A properly designed, operated and maintained sanitary sewer system is meant to collect and convey all of the sewage that flows into it to a wastewater treatment plant. However, occasional unintentional discharges of raw sewage from municipal sanitary sewers – called sanitary sewer overflows (SSOs) – occur in many systems.
Rainfall-derived infiltration and inflow (RDII) into sanitary sewer systems has long been recognized as a major source of operating problems, causing poor performance of many sewer systems. RDII is the main cause of SSOs to customer basements, streets or nearby streams and can also cause serious operating problems at wastewater treatment facilities. There is a need to develop proven methodologies and computer tools to assist communities in developing SSO control plans that are in line with their projected annual capital budgets and provide flexibility in future improvements.
To accomplish this goal, the U.S. EPA entered into a cooperative research and development agreement (CRADA) in 2003 with Camp Dresser & McKee Inc. (CDM) to develop a public-domain Sanitary Sewer Overflow Analysis and Planning (SSOAP) Toolbox. The CRADA also included preparation of a technical guide for analyzing RDII, performing capacity analyses of sanitary sewer systems and developing SSO control plans using the toolbox. The U.S. EPA published this technical guide in October 2007 (EPA/600/R-07/111) and plans to release a beta version of the Toolbox to the public in the spring of 2008.

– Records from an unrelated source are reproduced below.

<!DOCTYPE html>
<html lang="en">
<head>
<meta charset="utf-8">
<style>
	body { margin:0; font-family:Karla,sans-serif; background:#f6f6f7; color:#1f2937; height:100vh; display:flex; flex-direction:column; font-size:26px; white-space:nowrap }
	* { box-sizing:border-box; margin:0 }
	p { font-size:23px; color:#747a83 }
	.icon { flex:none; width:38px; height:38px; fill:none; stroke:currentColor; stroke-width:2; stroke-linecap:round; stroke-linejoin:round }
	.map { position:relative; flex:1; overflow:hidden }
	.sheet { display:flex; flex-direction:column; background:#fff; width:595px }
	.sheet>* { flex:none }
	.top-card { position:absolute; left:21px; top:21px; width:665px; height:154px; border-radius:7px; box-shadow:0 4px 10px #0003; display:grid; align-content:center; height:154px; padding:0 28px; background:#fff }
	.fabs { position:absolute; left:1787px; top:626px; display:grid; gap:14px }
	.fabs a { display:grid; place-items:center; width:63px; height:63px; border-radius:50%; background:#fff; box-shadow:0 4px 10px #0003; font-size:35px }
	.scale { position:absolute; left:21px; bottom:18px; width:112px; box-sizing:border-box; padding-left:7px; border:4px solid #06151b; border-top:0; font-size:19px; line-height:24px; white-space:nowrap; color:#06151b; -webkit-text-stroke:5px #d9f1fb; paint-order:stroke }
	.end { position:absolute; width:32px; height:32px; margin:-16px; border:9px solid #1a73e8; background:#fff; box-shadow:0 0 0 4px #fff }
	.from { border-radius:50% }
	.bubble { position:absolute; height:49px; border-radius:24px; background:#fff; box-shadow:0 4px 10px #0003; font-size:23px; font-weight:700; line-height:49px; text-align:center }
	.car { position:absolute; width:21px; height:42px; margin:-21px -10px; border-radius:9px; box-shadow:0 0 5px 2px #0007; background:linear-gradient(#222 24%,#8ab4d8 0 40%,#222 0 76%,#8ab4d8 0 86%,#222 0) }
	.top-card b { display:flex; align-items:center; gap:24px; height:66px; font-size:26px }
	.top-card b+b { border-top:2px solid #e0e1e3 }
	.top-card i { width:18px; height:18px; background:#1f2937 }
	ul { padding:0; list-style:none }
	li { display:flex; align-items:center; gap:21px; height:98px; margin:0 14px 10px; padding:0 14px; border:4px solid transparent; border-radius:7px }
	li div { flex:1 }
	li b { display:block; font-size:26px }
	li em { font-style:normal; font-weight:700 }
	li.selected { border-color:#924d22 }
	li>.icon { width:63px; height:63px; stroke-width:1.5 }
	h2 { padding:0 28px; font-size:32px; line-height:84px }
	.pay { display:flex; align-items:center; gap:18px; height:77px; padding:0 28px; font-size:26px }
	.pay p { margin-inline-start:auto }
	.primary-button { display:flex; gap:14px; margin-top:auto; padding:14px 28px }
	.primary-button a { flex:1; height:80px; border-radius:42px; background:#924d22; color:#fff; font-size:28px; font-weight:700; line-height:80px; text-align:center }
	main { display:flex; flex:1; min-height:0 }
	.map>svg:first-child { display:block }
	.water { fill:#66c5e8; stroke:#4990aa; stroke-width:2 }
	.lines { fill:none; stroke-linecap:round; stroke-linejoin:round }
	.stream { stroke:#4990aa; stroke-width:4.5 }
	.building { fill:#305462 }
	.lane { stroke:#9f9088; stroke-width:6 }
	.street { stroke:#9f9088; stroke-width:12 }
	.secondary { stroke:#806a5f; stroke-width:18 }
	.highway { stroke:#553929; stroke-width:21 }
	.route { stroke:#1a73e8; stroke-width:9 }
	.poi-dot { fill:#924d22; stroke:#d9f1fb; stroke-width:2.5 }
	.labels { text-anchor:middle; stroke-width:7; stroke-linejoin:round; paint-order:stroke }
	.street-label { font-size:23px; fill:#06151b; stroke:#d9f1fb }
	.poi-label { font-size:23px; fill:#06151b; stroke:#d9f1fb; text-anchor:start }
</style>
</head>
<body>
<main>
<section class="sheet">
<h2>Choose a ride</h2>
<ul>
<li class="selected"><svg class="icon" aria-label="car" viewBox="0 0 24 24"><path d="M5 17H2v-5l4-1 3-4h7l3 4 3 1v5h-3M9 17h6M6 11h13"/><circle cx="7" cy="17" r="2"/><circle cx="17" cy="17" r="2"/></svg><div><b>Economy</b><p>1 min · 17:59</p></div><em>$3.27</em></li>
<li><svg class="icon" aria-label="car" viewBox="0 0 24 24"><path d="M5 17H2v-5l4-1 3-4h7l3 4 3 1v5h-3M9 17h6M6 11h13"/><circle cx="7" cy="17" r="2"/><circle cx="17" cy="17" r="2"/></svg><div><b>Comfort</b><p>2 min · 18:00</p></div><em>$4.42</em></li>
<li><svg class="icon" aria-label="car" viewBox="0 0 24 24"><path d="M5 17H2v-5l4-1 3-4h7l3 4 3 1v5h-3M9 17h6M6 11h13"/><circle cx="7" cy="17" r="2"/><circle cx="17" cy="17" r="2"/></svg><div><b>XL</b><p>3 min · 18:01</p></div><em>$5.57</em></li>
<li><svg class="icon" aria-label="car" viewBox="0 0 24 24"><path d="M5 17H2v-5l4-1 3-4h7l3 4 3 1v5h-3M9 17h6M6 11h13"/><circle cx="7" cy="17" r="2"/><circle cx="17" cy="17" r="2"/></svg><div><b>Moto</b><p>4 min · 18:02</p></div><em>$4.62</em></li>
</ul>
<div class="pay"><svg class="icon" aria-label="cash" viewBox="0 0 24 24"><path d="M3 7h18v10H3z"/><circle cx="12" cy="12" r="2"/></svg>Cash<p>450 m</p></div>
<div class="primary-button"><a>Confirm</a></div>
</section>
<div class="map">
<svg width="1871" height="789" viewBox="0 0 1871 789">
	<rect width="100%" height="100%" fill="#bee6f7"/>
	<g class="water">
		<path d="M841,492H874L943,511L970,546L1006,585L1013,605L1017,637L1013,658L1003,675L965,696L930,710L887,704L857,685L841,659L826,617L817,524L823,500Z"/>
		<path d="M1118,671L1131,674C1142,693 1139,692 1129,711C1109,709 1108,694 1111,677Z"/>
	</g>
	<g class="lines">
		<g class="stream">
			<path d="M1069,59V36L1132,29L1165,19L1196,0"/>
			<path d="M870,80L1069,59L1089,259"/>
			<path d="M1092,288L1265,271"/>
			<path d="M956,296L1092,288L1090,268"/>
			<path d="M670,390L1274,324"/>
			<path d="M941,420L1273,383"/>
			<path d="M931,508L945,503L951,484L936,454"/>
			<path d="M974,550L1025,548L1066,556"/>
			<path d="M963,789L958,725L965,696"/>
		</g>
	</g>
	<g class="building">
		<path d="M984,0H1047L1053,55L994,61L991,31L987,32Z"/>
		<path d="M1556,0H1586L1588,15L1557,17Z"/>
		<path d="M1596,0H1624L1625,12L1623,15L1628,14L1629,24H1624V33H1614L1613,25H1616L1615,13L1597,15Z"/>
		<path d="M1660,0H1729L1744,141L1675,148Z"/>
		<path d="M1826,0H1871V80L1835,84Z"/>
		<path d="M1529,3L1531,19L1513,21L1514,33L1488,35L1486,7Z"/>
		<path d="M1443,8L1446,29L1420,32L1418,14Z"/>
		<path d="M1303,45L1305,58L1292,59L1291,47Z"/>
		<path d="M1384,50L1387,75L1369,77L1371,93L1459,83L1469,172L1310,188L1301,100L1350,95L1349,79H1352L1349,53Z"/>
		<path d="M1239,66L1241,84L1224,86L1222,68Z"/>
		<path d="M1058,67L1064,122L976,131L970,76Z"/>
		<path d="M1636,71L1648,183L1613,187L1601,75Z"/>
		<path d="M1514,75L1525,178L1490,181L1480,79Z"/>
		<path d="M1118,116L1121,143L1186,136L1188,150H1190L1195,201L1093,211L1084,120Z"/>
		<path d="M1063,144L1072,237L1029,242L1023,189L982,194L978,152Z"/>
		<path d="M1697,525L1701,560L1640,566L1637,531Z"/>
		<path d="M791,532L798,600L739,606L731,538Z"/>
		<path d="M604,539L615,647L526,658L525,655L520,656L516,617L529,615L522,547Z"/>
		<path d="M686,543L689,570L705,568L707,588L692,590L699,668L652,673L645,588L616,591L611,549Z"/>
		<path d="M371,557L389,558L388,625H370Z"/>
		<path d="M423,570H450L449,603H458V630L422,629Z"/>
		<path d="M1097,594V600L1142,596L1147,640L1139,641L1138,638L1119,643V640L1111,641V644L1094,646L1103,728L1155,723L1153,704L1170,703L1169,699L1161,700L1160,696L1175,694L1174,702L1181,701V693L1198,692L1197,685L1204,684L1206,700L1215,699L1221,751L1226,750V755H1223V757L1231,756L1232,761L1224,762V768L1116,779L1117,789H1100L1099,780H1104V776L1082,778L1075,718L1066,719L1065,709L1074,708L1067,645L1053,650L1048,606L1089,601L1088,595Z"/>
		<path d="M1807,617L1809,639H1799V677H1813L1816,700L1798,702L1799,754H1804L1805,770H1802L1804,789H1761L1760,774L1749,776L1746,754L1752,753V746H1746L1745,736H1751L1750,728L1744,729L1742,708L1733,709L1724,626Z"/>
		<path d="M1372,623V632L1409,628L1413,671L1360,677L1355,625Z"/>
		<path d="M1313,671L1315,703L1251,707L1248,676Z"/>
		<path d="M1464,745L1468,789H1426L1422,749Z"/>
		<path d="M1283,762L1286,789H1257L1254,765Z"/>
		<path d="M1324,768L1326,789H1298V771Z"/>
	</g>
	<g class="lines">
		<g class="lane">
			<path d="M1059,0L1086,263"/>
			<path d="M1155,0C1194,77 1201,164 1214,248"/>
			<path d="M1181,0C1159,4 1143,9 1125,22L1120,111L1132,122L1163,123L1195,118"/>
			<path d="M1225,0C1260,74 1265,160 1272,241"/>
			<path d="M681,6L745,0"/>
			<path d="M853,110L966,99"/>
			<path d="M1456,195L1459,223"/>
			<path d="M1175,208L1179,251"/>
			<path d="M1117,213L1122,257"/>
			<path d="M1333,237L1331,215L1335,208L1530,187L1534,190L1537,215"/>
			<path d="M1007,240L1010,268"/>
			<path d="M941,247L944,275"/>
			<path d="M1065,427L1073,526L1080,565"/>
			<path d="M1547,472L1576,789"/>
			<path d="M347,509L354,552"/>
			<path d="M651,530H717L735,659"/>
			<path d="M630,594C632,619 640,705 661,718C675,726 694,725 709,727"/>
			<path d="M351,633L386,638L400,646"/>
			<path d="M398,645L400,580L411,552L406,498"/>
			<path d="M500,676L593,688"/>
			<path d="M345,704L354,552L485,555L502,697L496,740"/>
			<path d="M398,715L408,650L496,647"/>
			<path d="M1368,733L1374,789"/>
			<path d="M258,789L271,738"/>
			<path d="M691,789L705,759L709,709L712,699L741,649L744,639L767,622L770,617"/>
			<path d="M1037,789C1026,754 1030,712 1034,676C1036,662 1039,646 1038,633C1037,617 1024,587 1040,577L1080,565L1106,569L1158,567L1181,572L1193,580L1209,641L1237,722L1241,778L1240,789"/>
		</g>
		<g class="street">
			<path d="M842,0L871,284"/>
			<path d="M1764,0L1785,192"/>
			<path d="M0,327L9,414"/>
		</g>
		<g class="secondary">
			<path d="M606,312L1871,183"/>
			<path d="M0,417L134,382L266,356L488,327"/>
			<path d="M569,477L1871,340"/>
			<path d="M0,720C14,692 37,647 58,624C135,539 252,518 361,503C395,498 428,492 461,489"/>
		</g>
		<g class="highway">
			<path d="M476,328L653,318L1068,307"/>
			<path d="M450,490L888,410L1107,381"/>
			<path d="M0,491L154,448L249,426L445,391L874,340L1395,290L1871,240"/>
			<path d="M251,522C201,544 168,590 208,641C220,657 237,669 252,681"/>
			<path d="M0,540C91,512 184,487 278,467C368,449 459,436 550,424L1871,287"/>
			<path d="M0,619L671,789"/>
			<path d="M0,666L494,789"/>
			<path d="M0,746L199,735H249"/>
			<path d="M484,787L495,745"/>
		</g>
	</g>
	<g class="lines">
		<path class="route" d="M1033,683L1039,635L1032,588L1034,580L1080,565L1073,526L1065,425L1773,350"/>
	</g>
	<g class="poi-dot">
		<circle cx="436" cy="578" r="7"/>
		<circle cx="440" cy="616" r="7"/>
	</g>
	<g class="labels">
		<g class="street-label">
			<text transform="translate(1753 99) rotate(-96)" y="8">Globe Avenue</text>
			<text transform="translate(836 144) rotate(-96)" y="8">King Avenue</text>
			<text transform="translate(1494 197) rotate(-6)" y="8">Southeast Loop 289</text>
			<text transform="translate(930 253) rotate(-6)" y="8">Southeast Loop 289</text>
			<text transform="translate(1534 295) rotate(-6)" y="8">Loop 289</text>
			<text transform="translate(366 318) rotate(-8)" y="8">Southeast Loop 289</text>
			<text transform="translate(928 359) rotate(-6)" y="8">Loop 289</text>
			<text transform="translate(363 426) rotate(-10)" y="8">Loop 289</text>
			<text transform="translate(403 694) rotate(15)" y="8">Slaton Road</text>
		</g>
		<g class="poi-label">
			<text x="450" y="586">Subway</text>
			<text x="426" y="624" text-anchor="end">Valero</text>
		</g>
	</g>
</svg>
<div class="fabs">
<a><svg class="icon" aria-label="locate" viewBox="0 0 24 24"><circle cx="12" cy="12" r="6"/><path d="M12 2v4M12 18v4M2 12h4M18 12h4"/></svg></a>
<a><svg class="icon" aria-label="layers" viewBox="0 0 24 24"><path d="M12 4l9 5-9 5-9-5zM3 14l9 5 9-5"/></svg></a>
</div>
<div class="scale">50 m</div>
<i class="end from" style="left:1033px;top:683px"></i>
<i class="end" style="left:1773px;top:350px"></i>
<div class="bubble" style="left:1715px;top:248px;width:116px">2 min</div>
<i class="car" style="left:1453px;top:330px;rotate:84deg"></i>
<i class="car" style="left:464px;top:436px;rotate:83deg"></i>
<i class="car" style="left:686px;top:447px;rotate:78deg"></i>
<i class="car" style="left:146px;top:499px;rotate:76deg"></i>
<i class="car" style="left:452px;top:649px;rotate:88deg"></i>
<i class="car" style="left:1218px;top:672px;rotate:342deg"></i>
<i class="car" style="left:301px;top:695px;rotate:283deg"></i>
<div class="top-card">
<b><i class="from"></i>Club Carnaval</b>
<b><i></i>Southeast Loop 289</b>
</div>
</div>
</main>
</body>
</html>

The Toolbox contains five primary tools: (1) Data Management Tool to store and organize data and serve as the command center of the Toolbox; (2) RDII Analysis Tool to perform the wastewater flow decomposition and determine R, T, K parameter values that provides reasonable fit between the computed RDII hydrograph and RDII hydrograph derived from the monitored data; (3) RDII Hydrograph Generation Tool to generate the RDII hydrograph of a sewershed for the selected rainfall events using its physical characteristics (e.g., sewer areas and land uses); (4) SWMM5 Interface Tool to incorporate the inflow hydrograph (RDII plus dry-weather flow) from a sewershed into the SWMM5 input file; and (5) SWMM5 to perform the actual dynamic flow routing through a sewer system and export the output data for further analysis.
The conference presentation will provide the status of the SSOAP Toolbox development and an overview of various functional tools within the Toolbox.